Results and discussion

Characterization of the working mechanism in the ZDIB

A schematic illustration of the charge–discharge processes of the ZDIB configuration is shown in Fig. 1a. During the charging process, Zn ions in the electrolyte migrate to the Zn anode and plate on the Zn foil, while the anions in the electrolyte, TFSI⁻, simultaneously migrate to the cathode material and intercalate between the graphite layers of EG to form the intercalated C_x(TFSI) compound. In the meantime, the solid electrolyte interface (SEI) film is generated on the surface of the electrodes. Conversely, upon discharging, metal zinc strips from the Zn foil anode to the electrolyte, while TFSI⁻ de-intercalates from the graphite layers of the EG cathode.

Fig. 1 (a) Schematic diagram showing the configuration and mechanism of the designed ZDIB battery by using EG as the cathode and Zn foil as the anode. (b) Typical galvanostatic charging–discharging curves of the ZDIB. (c) CV curves of the ZDIB at a scan rate of 1 mV s⁻¹. Inset is a ZDIB coin cell which can light up one yellow LED. (d) Corresponding ex situ characterization charging–discharging profiles at 2C. (e) Ex situ XRD and (f) ex situ Raman patterns of the EG cathode in various charging and discharging states.

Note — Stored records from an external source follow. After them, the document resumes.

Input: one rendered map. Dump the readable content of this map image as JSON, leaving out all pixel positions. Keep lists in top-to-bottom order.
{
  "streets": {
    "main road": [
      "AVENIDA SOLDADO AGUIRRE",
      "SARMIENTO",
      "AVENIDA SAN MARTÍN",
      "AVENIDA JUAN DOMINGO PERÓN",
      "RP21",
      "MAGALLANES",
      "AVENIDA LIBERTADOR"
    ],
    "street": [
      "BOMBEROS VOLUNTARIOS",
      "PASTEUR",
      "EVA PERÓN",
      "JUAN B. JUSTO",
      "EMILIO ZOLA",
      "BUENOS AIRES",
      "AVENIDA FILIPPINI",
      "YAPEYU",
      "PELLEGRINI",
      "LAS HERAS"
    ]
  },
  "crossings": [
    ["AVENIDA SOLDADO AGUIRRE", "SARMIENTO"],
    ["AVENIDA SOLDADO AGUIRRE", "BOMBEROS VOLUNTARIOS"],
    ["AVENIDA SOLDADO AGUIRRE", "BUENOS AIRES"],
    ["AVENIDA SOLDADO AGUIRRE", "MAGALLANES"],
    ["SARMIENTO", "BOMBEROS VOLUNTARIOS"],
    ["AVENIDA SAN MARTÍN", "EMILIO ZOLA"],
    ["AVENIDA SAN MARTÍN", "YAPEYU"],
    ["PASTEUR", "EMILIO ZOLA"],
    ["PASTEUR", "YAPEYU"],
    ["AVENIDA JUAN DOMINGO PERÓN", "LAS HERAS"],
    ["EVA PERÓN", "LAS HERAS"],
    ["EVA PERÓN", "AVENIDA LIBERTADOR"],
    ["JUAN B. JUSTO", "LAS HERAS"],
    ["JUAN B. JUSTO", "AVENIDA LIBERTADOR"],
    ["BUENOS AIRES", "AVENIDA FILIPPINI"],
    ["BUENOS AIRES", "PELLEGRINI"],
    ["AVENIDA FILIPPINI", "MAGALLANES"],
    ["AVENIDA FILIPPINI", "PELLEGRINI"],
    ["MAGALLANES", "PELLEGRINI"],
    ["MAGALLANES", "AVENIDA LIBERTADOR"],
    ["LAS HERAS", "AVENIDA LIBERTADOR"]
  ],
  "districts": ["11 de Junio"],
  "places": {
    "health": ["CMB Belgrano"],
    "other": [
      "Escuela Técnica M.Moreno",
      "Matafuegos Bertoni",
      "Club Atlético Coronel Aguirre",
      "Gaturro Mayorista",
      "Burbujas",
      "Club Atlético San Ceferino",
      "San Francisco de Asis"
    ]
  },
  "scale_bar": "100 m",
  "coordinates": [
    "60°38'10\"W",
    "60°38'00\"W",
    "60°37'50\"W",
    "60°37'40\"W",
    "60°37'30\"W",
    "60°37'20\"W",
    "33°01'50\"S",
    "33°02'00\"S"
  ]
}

Fig. 1b presents the typical GCD curves of the ZDIB based on the IL at a current density of 2C (1C corresponding to 100 mA g⁻¹), with a working voltage window of 0.2–2.6 V. 2.6 V was chosen as the cutoff voltage (vs. Zn²⁺/Zn) depending on the electrochemical window of the IL electrolyte, obtained from the linear sweep voltammetry test (Fig. S1†). During the charging process, two regions, in the range of 2.0–2.3 V (stage I) and 2.3–2.6 V (stage II), respectively, can be identified from the charging curve, which correspond to different processes of the TFSI⁻ intercalation into graphitic layers, similar to other DIB systems.^32–38 Similarly, during the discharging process, two potential regions can be recognized in the voltage range of 2.2–1.75 V (stage II′) and 1.75–1.3 V (stage I′), respectively, corresponding to different processes of the TFSI⁻ deintercalation from graphitic layers. The corresponding CV curves are presented in Fig. 1c, in which the peaks are in accordance with the intercalation/deintercalation stages in the GCD curves shown in Fig. 1b. It is worth noting that the medium discharge voltage (V_m) of the ZDIB reached approximately 1.6 V, which is higher than those of most so-far reported conventional aqueous ZIBs. Accordingly, one prepared ZDIB can light up one light-emitting diode (LED) with a yellow color (around 2.0–2.2 V) (inset of Fig. 1c). Besides, the high working voltage of the ZDIB is beneficial for improving the energy density.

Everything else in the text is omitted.